Ava pulled out the clear plastic bag and two rubber bands from her pocket then wiped the bag clean of any fingerprints. Her feet were sodden, but she didn’t notice as she carefully pulled the bag over the hand and gently secured it at the wrist with the rubber band, disliking the feel of the lifeless form. She then quickly secured the area around the hand with a pebble corral, stone on stone, until the water flowed either side of it and no longer troubled the flesh. The rest of Bryan’s body rested on land, sheltered under the bridge. Bryan was at least still recognisably Bryan, not the shredded mess of Mickey Grant, but that was set to change if she didn’t get a move on. She rinsed her hands in the stream and, even though she knew The Rabbit’s Prayer wasn’t good enough, she murmured it anyway – it was the only prayer she truly trusted.

A lowing close behind made her whirl around. The cows had silently approached, were on the verge of crowding, unsure of her presence. They wouldn’t stampede and trample her if she remained calm, but it was another incentive to leave immediately. She waded through the water to the opposite bank and noticed the peculiar footprints in the drying mud, so she sidestepped to avoid them, crouched then sprang up the bank, grabbing at dry grass to haul herself into the opposite field. She squelched to the gap in the barbed wire and slunk beneath on all fours, careful not to let the spikes gouge skin and hair.

She ran over to John and drew him further into the trees, her shoes squeaking with the wet. A car zoomed by without slowing, and they watched it speed around the corner and disappear. ‘It’s Bry,’ said Ava.

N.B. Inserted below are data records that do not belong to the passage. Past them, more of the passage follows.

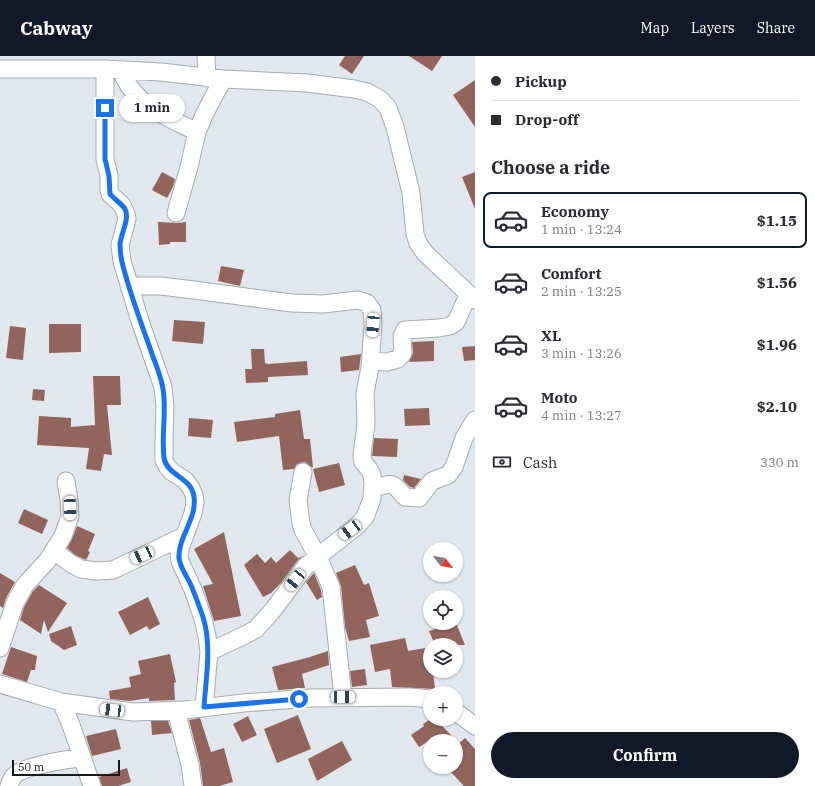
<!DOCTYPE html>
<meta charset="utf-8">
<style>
body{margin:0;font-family:"IBM Plex Serif",serif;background:#f2f2f3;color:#2b2b33;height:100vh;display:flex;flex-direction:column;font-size:15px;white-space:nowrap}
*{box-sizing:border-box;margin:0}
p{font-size:13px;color:#7c7c81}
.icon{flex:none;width:22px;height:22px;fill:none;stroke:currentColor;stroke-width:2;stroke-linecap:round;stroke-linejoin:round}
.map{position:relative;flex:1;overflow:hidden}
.panel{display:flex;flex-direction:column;background:#fff;width:340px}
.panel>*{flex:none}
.hud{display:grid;align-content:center;height:88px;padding:0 16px;background:#fff}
.needle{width:26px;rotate:121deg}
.controls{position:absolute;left:423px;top:486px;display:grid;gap:8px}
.controls a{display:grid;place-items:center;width:40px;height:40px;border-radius:50%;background:#fff;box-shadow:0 1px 3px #0004;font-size:20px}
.scale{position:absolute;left:12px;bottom:10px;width:108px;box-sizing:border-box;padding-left:4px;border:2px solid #16181a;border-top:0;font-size:11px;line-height:14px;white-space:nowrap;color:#16181a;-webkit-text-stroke:3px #fff;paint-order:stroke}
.end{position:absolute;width:18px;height:18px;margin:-9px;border:5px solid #1a73e8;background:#fff;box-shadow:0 0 0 2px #fff}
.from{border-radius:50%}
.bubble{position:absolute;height:28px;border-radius:14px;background:#fff;box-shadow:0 1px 3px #0004;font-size:13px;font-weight:700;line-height:28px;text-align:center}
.car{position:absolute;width:12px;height:24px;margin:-12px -6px;border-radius:5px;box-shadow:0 0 3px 1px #0007;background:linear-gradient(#fff 24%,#345 0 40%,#fff 0 76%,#345 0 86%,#fff 0)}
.hud b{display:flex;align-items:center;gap:14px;height:38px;font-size:15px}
.hud b+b{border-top:1px solid #e1e1e2}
.hud i{width:10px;height:10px;background:#2b2b33}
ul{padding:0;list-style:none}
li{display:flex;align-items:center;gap:12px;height:56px;margin:0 8px 6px;padding:0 8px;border:2px solid transparent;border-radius:8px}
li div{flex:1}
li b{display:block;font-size:15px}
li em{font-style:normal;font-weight:700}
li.selected{border-color:#111827}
li>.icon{width:36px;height:36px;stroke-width:1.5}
h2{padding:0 16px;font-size:18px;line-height:48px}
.pay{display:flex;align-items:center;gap:10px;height:44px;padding:0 16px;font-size:15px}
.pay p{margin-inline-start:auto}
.action{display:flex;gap:8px;margin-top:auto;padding:8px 16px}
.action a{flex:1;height:46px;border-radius:24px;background:#111827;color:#fff;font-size:16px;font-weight:700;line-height:46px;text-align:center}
header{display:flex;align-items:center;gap:24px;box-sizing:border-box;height:56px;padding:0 20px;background:#111827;color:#fff}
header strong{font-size:19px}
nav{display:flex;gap:22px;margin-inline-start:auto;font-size:14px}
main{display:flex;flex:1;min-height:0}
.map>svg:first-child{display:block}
.building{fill:#91655e}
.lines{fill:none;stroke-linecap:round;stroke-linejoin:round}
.minor-casing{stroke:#a5abaf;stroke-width:19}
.minor{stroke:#fff;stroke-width:17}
.route{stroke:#1a73e8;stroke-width:5}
</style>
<header>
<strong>Cabway</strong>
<nav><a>Map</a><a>Layers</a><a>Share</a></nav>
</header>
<main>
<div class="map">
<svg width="475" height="730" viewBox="0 0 475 730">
<rect width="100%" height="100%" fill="#e1e7ec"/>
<path class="building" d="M345,0H364L352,18L339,9Z
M409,0H442L432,15Z
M475,24V71L453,39Z
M162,116L175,123L173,131L167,142L152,134Z
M475,116V153L462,121Z
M158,166L178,167L186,166V186H170V188L159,189Z
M221,210L244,214L240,230L218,225Z
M174,264L205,266L203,288L172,285Z
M49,268H81V296L49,297Z
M10,270L26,272L23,304L6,302Z
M434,285V305L409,306L413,297L412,286Z
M475,290V304L464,305L462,291Z
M251,293H264L265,307L268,308L307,305L308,319L268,321V326L246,327L245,313H252Z
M361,298L359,314L341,316L340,301Z
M93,320H120L121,349H107L112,399L104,398L101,415L86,413L89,392L37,389L39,360L71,362V371L95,369Z
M33,333L45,334L44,345L32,344Z
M429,352L430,369L405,370L404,353Z
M300,354L304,383H310L313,411H311L305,406L300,407L296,409L294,413L283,414L279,380L237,386L234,366L275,361V358Z
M189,362L213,364L211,382L188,380Z
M374,382L398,383L397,401L372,400Z
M339,407L345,429L319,436L313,413Z
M404,419L421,423L414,432L410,431L403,424Z
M24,453L48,464L42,478L18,467Z
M77,470L95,478L88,495L90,496L86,504L75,499L67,492L72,483Z
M224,476L241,560L214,565L203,530L213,528L194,493Z
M290,494L298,502L303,500L298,504L281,527L271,537L263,541L244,509L257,498L265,507L271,501L276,507Z
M355,509L364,529L369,527L379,560L366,564L370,581L349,585L345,571L341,530L336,517Z
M0,517L15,526L6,542L3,552L0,550Z
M314,517L321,534L322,541L317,544L306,526Z
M39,529L67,547L48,576L44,564L41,578L20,564L24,551L33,535Z
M148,541L160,568L149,574L147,570L130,579L118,556Z
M443,567H456L465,589H435L429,575L444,570Z
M71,570L77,589L64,594L51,585L49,578Z
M405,582L408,595L425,592L428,615H433L435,633L392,631L390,613L375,616L370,589Z
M11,591L37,600L35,614H31L27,626L2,618Z
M328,595L329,609L302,618L305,632L278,634L272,611L310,601Z
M170,598L176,626L174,627L175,644L149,645V642L130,645L110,643L109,635L131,631L129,621L141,618L138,605Z
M365,613L367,629L352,631L350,615Z
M298,659L311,693L277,707L264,673Z
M248,660L257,679L242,686L233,668Z
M200,662L211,696L224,692L233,726L219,730H203L200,707L189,664Z
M431,663H437L441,669L457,685H429L419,691L411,679L424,670L423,668Z
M151,665H168L172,677L152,679Z
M116,673L121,693L92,700L86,680Z
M465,682L475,693V730H464L446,711H456V690Z
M342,685L352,704L317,725L308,703Z
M127,712L131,726L118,730H102L99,721Z"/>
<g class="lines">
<defs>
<path id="minor" d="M206,0L207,22
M0,13H105L161,16L223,23L307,27L354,33L367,36L380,43L388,52L395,71L411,137L415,178L418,187L425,197L475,244
M105,13V103L109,120V133L110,138L122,149L126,158L127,163L120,189L122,205L140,265L163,331L165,351L164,384V404L167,410L172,416L185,424L191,432L194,439L195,447L193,457L181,490L179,498L180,505L194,536L203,563L207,580L209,596L204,651
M120,14C123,19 126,25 129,30C145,53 173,64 197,76
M176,157L189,111L197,76L205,57L223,23
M129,230H161L194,234L292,247L323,248L358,244L367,247L372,254L373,269L370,311L365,337L366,368L362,399L363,406L369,413L372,419L373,428L372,443L365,461L357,470L306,510L273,554L256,573L247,578L209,596
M371,305L387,306L398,303L403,297L402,280L405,274L439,272L450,270L456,266L465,246L472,241
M303,416L298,444L301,467L303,474L318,501L331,531L343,641
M373,432C394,427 391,425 405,441L419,442L432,425L448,419L454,411L464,382L475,364
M54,495L70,507L81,513L97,515L113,514L184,480
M0,592L15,547L25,529L47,505L63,480L70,460L69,444L66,425
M0,628L61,646L133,656L185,654L243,647L311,642L410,641L430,643
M61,646L71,669L92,730
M176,654L190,709L193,730
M456,656L475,670
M9,730C10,727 11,724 13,721C21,710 68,703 82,702"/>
</defs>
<use href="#minor" class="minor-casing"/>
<use href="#minor" class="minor"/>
</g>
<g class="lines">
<path class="route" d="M105,52V103L109,120L110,138C114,143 121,147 125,153C130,163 121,177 120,188C120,194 121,201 122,206C129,235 140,264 150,292C154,305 161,319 163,333C167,356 161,379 164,402C167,420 192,421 194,441C197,463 178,481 179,502C180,511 186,519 190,527C195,538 199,550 203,561C212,590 206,621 204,651L299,643"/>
</g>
</svg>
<div class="controls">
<a><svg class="needle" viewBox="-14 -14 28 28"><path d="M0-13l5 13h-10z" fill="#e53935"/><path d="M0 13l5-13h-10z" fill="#7c7c81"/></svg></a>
<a><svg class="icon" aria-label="locate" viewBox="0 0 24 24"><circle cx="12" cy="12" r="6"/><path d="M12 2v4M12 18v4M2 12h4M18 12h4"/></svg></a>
<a><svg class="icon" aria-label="layers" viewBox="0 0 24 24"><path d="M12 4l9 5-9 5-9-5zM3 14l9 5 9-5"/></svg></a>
<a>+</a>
<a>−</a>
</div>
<div class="scale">50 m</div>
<i class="end from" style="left:299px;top:643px"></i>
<i class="end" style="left:105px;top:52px"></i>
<div class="bubble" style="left:119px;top:38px;width:66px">1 min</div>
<i class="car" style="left:373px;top:269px;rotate:185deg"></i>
<i class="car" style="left:70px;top:452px;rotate:178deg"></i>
<i class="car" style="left:350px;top:474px;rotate:234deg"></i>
<i class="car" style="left:142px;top:499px;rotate:246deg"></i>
<i class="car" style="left:295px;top:524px;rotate:219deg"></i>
<i class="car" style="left:343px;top:641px;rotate:90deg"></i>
<i class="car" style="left:112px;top:654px;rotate:277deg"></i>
</div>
<section class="panel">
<div class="hud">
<b><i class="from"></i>Pickup</b>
<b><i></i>Drop-off</b>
</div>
<h2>Choose a ride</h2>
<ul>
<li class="selected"><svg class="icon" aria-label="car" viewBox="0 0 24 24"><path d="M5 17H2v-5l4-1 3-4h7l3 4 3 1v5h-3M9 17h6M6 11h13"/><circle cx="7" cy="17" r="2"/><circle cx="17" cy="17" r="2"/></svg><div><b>Economy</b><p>1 min · 13:24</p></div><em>$1.15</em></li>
<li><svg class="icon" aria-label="car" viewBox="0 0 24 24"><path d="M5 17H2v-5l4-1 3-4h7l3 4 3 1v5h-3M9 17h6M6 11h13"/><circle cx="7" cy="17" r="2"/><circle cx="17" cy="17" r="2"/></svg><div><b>Comfort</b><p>2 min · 13:25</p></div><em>$1.56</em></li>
<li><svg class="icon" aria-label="car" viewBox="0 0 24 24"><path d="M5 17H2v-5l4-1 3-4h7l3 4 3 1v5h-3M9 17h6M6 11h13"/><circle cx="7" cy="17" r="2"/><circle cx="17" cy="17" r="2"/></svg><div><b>XL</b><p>3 min · 13:26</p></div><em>$1.96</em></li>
<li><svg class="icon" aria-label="car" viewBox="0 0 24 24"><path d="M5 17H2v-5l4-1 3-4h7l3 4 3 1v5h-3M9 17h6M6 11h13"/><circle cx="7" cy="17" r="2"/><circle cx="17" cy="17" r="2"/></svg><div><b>Moto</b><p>4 min · 13:27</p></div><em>$2.10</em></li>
</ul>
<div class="pay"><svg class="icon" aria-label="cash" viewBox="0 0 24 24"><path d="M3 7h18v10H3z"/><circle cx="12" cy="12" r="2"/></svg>Cash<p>330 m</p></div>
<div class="action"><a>Confirm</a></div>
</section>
</main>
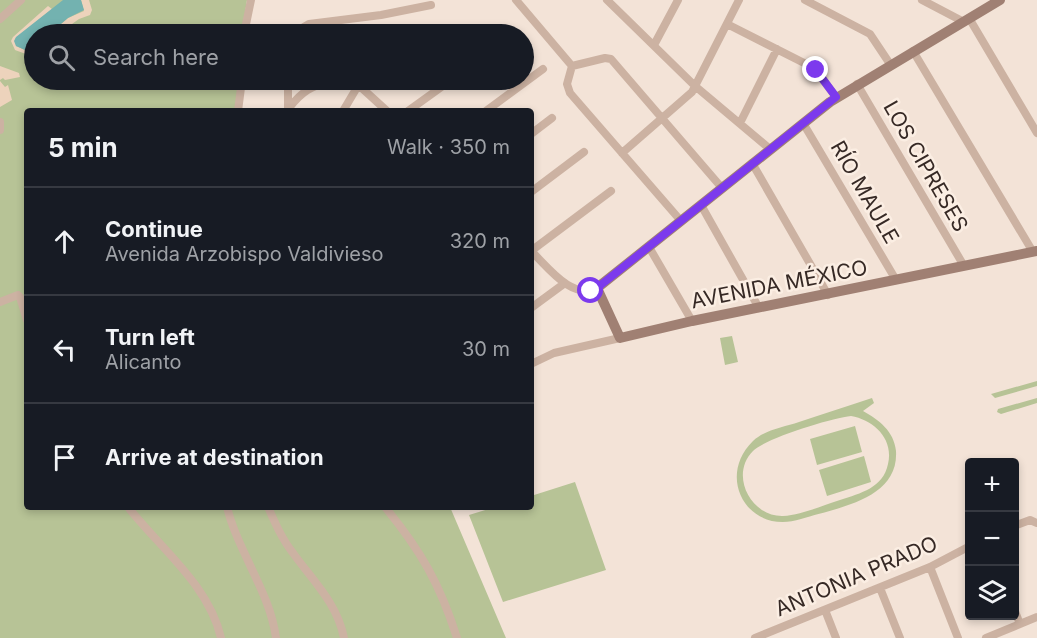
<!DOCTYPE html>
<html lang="en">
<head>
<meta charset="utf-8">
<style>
	body { margin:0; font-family:Inter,sans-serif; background:#242831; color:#f1f3f6 }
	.controls { position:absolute; right:18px; bottom:18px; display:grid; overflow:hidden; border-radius:6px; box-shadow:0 3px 9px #0003 }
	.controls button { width:54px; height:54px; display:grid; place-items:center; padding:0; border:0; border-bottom:2px solid #363941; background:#171b24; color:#f1f3f6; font:30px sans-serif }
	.stop { position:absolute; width:18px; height:18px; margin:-14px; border:4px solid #7c3aed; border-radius:50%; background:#fff }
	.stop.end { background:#7c3aed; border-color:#fff; box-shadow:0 2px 6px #0008 }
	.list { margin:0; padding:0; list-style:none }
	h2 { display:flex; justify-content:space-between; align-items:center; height:78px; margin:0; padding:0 24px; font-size:26px }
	h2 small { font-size:20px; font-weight:400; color:#9ea1a6 }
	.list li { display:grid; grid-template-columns:39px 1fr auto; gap:18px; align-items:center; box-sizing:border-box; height:108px; padding:0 24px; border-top:2px solid #363941 }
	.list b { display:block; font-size:22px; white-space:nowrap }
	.list p { margin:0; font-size:20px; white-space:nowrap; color:#9ea1a6 }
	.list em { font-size:20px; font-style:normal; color:#9ea1a6 }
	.icon { flex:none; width:33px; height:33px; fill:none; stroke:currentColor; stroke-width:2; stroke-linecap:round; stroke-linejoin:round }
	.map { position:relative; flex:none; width:1037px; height:638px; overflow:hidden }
	.search { position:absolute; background:#171b24; box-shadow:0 3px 9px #0003; left:24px; top:24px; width:510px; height:66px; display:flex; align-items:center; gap:15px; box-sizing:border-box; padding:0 21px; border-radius:33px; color:#9ea1a6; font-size:22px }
	.panel { position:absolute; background:#171b24; box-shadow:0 3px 9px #0003; left:24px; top:108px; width:510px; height:402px; border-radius:6px }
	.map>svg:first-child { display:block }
</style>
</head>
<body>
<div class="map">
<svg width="1037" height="638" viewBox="0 0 1037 638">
	<rect width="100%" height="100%" fill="#f3e3d7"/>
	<path fill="#b7c396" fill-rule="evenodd" d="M 0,0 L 247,0 L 242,34 L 34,34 L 34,80 L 240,80 L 235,111 L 27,111 L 27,507 L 450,507 L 506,638 L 0,638 Z
		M 732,336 L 738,362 L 725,365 L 720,338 Z
		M 1037,381 L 1037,386 L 995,398 L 991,394 Z
		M 872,398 L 874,403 L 863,411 C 879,420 894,431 896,451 C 899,500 836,508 801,519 C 749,536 715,478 753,441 C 764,430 784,427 799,422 C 823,414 848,406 872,398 ZM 851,416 C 874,420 894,439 888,464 C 883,488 861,493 840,500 C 823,505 802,515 783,516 C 751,517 729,475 753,451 C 766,438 832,418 851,416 Z
		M 1037,398 L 1037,403 L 1001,414 L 997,412 L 998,409 Z
		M 855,426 L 862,452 L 817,465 L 810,439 Z
		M 864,456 L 871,482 L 827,496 L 819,470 Z
		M 575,482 L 606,570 L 503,602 L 469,515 L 495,507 L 531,507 L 531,496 Z"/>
	<path fill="#edd3bc" d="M 81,0 L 89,0 L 92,10 L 90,15 L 79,19 L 58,34 L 49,34 L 68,18 L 84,11 Z
		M 48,6 L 52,9 L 15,39 L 16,46 L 34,54 L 34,57 L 15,50 L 11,41 L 13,37 Z
		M 0,66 L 19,73 L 20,77 L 5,80 L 3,78 L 0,80 Z
		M 0,81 L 5,87 L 8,85 L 12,100 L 0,107 Z"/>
	<path fill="#73b2b0" d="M 63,0 L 81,0 L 84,10 L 68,18 L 49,34 L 34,34 L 34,54 L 16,46 L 14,41 L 16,37 Z"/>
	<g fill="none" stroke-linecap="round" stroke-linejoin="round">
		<path stroke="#ccb2a2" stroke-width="8" d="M 516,0 L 572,66
			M 607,0 L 695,86 L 770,149
			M 805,0 L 870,34 L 890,64
			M 922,0 L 964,22
			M 969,18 L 1037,133
			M 0,19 L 21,0
			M 727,24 L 814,68 L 836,97
			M 244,34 L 251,0
			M 292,34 L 309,24 L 381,15 L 431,5
			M 431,34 L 437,30
			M 654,45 L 678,0
			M 913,51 L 1033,252
			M 572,66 L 605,58 L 611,59 L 722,188
			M 572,66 L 567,84 L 570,93 L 681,221
			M 285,80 L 288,88 L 288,111
			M 353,80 L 387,111
			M 857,84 L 964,266
			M 289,108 C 303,90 311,87 332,80
			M 238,111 L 242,80
			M 343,111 L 359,84 L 365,80
			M 408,111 L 451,80
			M 486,111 L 543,69
			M 0,122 L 0,130
			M 740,123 L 777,49
			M 803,123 L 896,280
			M 531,134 L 552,118
			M 622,153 L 692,92 L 739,0
			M 752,163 L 828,295
			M 531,192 L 584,152
			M 701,205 L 759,308
			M 649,247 L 692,321
			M 531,251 L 611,191
			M 531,251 C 548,267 571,300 597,288
			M 0,302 L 18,295 L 20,297 L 27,320
			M 531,308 L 565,283
			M 531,364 L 554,353 L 620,338
			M 128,507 C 160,548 209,585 221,638
			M 227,507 C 238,552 270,592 276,638
			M 268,507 C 275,523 282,539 293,553 C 313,581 337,603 344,638
			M 385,507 C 421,551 440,584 457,638
			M 1014,526 L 1030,520 L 1037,523
			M 930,567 L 958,638
			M 880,588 L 900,638
			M 1014,609 L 1020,624
			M 825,610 L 836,638
			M 755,638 L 930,567 L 970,546
			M 986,638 L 1037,617"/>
		<path stroke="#a08073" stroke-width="10" d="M 1000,0 L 830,102 L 597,288 L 620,338 L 692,321 L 1037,251"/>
	</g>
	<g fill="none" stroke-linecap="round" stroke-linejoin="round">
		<path stroke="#7c3aed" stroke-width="8" d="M 591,291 L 597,288 L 836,97 L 816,70"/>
	</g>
	<g text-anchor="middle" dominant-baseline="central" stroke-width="5" stroke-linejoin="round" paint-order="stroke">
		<g font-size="21" fill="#362925" stroke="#fbeee3">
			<text transform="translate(926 166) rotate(60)">LOS CIPRESES</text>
			<text transform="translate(865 192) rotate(60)">RÍO MAULE</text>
			<text transform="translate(779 284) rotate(-11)">AVENIDA MÉXICO</text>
			<text transform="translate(856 576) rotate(-23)">ANTONIA PRADO</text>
		</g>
	</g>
</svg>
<div class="controls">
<button>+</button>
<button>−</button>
<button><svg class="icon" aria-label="layers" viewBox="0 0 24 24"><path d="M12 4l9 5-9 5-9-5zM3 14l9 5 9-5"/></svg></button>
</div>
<div class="stop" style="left:591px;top:291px"></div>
<div class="stop end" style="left:816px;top:70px"></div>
<div class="search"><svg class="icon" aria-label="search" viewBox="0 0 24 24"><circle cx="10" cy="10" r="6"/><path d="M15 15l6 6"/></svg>Search here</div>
<section class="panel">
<h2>5 min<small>Walk · 350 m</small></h2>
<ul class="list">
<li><svg class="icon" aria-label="ahead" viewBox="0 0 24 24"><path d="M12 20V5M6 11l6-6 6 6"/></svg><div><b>Continue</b><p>Avenida Arzobispo Valdivieso</p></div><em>320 m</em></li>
<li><svg class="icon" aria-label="left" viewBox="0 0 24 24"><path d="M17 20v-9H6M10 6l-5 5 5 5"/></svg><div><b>Turn left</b><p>Alicanto</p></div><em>30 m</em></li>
<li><svg class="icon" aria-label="arrive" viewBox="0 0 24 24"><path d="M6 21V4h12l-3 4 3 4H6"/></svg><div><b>Arrive at destination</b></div></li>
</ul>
</section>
</div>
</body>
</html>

John turned from her and vomited his alphabet spaghetti lunch in one brutal heave.

‘Are you sure it’s Bryan?’ he asked shakily.

‘I’m sure,’ said Ava. ‘We need to call the police right now.’

Ava told him about the plastic bag, and stones, how she’d created a corral in a bid to preserve evidence on Bry’s disintegrating hand. She threaded her arm through his, and together they marched towards the main road.

Next to The Longbridge pub was a telephone box, one of the new metal ones. Cars rushed to and fro but there were still few people about. Before they stepped on to the main path, Ava pulled John to one side.

‘You’re making the phone call,’ she said in a tone that allowed no debate.

‘What?’ John looked horrified.

‘If Miss Misty speaks then that’s going to look suspicious. They won’t believe I’ve found two bodies . . . ’

I can’t believe you’ve found two bodies!’ said John.

‘If I use my real voice, Delahaye might recognise it. So, you’ll speak, but you repeat exactly what I say, OK? Just concentrate on that and you’ll be fine.’ Ava’s patience was waning. ‘John?’

John nodded reluctantly.

They crossed the road at the pedestrian crossing, giving both of them time to process and accept.

Huddled tightly together in the telephone box, Ava said, ‘Ready?’